What you are asked to do >> In the records below, begin at the line containing "c.font = font" and end at the line containing "c.textAlign = isNaN(turn) ? turn : align;"; quote every line in that span exactly, including both boundary lines, and no others.

Excerpted records >>
= = =
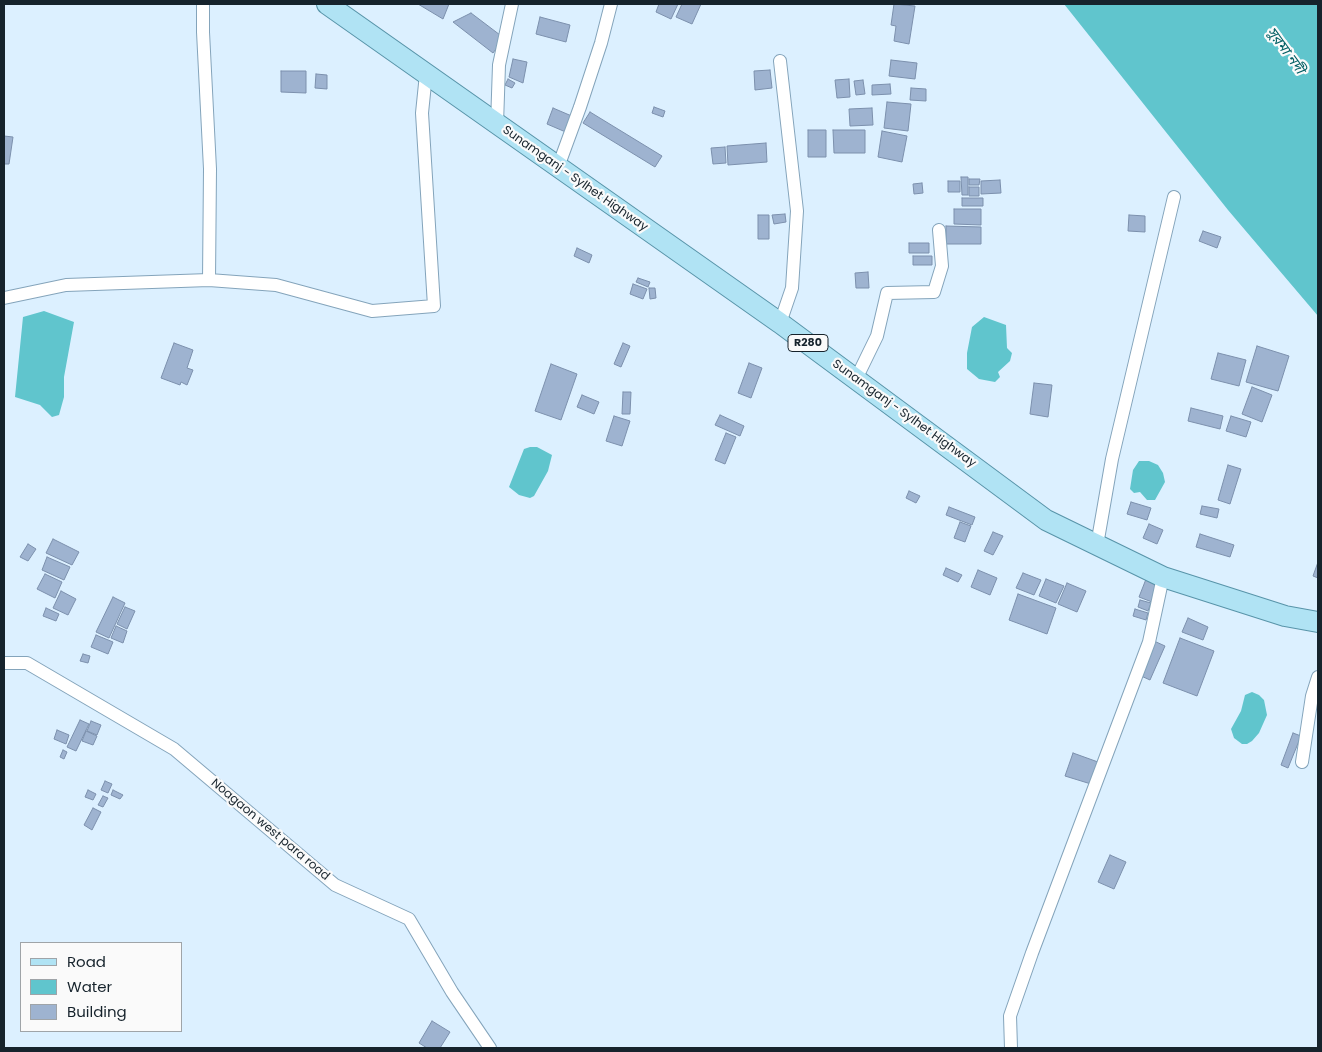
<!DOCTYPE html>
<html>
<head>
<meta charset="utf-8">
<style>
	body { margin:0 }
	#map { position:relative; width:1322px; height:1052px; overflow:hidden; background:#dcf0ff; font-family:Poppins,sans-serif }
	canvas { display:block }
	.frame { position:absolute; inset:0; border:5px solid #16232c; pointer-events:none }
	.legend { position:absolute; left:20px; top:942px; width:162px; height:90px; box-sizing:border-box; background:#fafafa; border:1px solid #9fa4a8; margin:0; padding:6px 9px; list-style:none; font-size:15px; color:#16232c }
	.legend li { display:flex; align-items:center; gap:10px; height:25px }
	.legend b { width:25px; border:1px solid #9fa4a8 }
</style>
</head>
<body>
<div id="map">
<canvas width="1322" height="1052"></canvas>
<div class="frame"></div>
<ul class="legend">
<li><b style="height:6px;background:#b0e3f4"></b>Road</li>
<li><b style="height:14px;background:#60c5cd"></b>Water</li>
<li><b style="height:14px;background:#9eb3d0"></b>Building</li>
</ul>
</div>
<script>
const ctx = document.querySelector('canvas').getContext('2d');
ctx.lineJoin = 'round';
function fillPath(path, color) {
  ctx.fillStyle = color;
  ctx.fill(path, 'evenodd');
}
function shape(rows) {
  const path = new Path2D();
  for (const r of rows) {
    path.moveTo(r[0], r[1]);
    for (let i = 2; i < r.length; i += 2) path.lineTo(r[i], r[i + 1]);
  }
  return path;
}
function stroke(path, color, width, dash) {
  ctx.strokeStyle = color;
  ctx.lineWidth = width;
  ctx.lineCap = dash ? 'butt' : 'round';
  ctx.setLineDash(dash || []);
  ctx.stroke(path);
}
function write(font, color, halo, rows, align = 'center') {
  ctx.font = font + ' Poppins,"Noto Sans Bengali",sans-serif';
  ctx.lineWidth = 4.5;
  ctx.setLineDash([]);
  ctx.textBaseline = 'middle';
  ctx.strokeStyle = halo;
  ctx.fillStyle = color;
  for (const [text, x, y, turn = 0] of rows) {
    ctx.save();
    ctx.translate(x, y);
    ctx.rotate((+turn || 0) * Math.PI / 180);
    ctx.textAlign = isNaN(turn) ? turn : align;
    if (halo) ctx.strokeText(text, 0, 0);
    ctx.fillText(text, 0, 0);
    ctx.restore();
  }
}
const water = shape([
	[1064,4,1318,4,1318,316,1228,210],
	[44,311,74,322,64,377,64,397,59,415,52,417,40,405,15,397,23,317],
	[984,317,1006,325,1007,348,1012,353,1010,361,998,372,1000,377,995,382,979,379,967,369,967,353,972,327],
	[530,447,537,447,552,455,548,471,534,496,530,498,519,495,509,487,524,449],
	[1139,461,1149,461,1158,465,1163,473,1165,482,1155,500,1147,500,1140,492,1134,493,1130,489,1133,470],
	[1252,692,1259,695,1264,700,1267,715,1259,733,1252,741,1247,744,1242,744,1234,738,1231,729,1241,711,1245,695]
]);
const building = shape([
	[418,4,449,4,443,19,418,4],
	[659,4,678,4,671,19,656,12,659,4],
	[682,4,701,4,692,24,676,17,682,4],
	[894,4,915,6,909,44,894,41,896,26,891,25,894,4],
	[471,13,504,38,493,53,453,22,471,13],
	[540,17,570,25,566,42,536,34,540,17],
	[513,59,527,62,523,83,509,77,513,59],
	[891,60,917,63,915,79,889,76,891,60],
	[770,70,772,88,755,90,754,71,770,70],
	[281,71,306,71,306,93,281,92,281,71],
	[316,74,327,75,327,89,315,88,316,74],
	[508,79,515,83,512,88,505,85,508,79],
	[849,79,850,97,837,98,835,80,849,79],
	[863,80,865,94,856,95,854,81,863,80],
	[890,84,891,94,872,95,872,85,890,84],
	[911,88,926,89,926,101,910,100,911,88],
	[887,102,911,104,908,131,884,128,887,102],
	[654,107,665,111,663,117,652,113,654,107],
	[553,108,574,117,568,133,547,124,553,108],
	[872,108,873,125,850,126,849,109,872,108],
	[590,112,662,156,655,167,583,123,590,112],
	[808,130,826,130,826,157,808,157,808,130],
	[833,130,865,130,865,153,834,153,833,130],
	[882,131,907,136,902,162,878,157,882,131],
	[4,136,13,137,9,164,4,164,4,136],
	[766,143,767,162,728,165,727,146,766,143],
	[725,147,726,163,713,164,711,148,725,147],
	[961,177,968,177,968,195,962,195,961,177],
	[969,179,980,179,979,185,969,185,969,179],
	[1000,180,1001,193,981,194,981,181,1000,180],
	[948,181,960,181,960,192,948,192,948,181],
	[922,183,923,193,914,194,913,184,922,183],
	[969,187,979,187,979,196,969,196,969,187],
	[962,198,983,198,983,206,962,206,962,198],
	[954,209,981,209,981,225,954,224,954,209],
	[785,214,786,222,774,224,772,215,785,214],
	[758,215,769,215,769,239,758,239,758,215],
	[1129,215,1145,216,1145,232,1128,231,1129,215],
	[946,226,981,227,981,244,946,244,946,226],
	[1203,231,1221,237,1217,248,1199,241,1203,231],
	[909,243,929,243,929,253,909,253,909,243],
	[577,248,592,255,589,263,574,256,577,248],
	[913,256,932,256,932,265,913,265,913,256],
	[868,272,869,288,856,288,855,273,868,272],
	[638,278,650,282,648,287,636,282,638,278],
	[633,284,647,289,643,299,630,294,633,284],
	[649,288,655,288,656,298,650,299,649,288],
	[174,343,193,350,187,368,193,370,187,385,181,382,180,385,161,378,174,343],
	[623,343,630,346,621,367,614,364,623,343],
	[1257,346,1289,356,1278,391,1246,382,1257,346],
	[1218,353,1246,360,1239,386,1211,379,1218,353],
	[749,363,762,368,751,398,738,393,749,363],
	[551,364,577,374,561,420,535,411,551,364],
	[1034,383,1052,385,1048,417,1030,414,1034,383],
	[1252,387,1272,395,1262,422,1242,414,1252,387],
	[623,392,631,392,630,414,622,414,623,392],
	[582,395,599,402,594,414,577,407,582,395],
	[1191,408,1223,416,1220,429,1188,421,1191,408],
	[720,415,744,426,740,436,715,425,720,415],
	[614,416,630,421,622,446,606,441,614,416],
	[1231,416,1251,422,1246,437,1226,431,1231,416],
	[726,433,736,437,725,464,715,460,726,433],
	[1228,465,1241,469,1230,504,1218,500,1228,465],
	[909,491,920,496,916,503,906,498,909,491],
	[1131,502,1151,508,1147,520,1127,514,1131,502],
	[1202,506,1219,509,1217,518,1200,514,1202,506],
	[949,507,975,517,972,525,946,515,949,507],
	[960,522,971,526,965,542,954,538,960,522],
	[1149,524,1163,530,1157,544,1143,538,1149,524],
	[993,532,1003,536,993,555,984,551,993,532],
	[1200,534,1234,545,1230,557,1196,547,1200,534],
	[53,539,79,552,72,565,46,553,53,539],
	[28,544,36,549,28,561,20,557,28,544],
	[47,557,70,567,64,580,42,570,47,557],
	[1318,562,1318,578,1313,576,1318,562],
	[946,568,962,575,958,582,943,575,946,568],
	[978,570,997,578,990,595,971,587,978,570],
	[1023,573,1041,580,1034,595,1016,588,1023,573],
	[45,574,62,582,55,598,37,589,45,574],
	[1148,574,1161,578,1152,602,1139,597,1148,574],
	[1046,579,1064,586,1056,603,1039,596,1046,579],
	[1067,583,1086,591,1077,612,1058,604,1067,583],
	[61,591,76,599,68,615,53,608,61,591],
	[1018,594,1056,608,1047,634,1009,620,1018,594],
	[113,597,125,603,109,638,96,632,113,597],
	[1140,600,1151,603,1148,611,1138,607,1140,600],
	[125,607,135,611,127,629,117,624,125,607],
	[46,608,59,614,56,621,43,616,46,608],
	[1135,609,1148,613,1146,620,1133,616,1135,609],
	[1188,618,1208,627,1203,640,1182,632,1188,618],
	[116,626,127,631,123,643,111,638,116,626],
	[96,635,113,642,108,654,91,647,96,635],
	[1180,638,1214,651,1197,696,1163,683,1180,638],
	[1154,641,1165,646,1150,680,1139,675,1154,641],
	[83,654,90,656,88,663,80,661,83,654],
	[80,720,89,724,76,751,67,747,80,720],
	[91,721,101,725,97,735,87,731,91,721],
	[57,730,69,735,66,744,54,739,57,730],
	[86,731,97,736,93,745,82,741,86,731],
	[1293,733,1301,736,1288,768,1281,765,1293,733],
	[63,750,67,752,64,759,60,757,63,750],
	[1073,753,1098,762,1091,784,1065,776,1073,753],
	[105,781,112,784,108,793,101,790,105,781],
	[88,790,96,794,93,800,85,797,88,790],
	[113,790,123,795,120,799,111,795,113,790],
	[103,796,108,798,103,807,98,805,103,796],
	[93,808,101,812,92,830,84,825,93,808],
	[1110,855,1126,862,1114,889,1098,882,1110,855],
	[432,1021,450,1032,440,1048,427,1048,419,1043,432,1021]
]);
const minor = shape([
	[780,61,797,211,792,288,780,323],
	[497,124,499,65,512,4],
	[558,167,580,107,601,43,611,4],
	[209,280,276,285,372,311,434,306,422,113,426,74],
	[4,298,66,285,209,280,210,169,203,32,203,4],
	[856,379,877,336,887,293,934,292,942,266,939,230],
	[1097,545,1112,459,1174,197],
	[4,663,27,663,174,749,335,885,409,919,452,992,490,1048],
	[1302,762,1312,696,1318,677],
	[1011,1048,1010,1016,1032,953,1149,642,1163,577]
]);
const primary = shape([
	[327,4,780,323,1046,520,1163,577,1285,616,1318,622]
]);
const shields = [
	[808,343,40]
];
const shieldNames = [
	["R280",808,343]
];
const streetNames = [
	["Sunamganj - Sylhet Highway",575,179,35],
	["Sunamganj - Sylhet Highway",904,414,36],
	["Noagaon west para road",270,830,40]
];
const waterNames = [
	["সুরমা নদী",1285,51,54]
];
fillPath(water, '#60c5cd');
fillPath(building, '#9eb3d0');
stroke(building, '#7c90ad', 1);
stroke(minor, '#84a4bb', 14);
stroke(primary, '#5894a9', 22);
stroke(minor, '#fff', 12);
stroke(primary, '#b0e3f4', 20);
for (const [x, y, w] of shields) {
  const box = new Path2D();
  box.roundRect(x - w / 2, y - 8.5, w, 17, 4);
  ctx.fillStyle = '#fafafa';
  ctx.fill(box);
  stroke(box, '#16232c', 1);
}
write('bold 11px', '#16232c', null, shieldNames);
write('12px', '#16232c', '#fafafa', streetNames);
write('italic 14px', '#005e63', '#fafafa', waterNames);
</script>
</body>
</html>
= = =
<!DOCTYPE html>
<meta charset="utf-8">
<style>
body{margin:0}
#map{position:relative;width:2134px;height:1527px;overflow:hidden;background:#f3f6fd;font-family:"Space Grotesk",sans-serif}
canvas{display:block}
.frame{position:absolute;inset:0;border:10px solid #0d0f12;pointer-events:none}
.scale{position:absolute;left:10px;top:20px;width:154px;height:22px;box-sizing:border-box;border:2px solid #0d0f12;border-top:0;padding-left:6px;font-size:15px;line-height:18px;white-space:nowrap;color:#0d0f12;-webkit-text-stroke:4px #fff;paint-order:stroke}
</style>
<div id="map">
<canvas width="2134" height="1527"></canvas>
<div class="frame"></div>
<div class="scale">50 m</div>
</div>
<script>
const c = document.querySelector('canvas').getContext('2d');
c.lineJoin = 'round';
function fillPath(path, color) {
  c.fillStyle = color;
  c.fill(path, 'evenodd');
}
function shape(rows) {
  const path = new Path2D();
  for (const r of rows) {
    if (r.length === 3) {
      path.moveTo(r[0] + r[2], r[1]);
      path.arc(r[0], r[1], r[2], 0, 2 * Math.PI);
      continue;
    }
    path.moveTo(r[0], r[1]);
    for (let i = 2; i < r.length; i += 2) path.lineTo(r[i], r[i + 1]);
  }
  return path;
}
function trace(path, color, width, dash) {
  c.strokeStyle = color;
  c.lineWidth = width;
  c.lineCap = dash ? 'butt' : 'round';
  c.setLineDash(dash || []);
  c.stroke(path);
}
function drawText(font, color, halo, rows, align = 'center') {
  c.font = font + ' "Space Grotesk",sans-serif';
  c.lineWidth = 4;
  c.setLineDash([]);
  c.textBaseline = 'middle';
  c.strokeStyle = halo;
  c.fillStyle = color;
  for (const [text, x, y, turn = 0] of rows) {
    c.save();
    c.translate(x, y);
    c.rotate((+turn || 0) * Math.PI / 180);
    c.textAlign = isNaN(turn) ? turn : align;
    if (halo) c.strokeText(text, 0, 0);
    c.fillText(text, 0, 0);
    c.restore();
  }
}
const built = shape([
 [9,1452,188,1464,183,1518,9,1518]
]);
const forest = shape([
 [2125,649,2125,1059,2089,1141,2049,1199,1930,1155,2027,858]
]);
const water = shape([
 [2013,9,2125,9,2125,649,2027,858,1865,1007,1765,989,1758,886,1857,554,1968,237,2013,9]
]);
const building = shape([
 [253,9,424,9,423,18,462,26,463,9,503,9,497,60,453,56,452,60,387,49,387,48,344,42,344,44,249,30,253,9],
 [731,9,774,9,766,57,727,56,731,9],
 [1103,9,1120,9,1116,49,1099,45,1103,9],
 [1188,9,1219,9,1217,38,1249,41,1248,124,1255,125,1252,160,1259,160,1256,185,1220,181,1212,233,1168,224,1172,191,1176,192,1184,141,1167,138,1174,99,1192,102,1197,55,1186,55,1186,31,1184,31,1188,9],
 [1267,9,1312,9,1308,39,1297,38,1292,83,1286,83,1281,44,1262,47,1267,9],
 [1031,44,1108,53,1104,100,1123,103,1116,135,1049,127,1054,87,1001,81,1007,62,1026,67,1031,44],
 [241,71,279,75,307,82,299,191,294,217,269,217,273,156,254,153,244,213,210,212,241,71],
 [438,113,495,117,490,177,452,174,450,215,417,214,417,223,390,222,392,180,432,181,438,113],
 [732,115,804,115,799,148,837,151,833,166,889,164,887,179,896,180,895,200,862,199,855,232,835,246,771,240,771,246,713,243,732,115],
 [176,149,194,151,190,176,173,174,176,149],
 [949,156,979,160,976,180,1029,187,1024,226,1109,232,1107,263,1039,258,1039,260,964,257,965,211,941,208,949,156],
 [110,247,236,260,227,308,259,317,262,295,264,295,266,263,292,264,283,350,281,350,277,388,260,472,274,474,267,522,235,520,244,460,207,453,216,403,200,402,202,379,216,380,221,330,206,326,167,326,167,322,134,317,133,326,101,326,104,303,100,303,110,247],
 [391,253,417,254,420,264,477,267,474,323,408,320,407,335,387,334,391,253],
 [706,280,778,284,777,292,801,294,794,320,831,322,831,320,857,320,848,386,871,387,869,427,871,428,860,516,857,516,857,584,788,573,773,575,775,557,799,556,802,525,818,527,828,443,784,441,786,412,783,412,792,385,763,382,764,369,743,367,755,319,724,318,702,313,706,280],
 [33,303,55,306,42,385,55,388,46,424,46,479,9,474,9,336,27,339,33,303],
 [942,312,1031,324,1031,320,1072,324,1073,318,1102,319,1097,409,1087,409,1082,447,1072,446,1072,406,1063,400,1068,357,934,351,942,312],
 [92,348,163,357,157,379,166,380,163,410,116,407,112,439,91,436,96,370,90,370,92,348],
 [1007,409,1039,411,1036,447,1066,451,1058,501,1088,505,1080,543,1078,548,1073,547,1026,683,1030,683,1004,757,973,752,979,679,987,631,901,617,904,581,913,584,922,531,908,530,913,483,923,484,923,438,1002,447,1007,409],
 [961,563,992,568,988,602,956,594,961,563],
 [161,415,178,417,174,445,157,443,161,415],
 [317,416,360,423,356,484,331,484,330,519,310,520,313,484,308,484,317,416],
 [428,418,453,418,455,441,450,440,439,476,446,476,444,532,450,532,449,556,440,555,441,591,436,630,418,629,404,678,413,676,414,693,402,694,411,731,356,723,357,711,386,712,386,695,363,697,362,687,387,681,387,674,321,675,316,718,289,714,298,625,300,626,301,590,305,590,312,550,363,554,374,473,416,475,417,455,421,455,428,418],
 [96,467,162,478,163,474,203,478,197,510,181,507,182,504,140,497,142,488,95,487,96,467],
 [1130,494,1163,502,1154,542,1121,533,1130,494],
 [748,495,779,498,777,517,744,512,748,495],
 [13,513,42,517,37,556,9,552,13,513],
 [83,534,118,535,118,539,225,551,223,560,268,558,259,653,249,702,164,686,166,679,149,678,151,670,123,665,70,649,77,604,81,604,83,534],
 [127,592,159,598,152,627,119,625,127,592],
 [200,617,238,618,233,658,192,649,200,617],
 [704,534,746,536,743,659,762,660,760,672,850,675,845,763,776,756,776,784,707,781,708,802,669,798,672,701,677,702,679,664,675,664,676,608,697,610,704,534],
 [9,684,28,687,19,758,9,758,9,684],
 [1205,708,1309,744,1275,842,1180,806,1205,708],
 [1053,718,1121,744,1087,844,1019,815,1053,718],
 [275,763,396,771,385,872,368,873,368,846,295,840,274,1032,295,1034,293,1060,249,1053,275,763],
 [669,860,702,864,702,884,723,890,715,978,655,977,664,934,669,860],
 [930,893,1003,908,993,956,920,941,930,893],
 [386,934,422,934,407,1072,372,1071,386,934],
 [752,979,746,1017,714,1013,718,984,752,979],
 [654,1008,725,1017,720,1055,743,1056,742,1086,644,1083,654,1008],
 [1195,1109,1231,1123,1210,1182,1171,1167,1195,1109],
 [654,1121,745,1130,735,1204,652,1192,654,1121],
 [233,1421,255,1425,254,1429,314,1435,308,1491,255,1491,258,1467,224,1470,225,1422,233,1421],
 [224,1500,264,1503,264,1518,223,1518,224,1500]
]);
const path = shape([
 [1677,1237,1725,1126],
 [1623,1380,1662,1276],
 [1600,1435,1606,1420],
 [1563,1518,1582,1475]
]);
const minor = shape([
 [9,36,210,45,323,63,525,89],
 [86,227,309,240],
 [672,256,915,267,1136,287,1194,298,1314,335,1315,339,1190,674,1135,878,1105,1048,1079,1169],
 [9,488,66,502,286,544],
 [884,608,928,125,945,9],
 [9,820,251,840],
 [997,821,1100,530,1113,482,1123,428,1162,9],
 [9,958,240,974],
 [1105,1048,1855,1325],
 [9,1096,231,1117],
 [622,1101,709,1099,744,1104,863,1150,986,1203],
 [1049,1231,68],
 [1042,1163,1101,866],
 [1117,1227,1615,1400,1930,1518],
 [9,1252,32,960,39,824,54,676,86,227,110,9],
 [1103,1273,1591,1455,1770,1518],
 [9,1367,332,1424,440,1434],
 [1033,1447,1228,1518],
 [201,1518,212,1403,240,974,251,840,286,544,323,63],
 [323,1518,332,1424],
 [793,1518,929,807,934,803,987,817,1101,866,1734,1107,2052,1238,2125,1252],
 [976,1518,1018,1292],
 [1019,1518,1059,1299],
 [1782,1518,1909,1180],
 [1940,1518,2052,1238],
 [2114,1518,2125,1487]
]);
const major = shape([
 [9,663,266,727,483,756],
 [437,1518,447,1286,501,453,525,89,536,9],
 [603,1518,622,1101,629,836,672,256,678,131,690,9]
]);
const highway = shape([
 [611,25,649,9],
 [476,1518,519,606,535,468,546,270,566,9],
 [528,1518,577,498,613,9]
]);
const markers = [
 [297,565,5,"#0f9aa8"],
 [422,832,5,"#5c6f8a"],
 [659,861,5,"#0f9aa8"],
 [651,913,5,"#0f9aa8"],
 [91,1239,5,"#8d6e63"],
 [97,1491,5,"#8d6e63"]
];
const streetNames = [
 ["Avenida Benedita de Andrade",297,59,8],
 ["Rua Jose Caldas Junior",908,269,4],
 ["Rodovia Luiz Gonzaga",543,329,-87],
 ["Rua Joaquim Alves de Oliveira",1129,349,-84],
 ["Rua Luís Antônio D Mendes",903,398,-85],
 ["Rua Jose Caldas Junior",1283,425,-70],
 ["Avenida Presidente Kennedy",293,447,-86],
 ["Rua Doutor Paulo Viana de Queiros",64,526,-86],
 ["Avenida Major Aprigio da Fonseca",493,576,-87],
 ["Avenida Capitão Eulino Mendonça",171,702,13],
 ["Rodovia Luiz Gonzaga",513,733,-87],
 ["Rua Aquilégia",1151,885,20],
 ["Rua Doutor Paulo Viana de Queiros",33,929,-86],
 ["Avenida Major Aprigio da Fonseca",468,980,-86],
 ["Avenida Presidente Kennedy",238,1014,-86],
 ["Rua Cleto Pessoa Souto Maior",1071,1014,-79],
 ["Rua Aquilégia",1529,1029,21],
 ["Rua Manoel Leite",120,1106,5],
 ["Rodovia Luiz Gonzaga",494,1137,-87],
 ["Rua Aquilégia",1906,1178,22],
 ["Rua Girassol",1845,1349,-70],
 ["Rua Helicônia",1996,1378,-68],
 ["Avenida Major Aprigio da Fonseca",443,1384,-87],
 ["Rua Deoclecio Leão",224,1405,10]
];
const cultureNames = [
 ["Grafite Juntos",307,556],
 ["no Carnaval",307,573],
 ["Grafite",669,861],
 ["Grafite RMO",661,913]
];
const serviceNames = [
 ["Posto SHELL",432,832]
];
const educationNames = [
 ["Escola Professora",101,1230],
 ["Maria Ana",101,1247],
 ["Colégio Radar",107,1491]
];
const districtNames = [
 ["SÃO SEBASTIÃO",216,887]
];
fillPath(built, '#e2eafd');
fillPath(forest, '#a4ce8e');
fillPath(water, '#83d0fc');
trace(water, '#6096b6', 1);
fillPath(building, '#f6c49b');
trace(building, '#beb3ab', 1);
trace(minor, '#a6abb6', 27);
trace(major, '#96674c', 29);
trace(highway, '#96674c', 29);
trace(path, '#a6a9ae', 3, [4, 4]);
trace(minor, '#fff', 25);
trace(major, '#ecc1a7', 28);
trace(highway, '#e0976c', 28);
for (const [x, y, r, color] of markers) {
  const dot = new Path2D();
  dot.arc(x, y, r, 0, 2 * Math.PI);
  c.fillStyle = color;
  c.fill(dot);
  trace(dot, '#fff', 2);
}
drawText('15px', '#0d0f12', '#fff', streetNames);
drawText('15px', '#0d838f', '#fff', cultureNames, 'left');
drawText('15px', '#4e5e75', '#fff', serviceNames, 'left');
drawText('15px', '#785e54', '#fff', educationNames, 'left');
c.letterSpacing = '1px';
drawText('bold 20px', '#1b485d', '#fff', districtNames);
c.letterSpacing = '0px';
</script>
= = =
Response area >>
  c.font = font + ' "Space Grotesk",sans-serif';
  c.lineWidth = 4;
  c.setLineDash([]);
  c.textBaseline = 'middle';
  c.strokeStyle = halo;
  c.fillStyle = color;
  for (const [text, x, y, turn = 0] of rows) {
    c.save();
    c.translate(x, y);
    c.rotate((+turn || 0) * Math.PI / 180);
    c.textAlign = isNaN(turn) ? turn : align;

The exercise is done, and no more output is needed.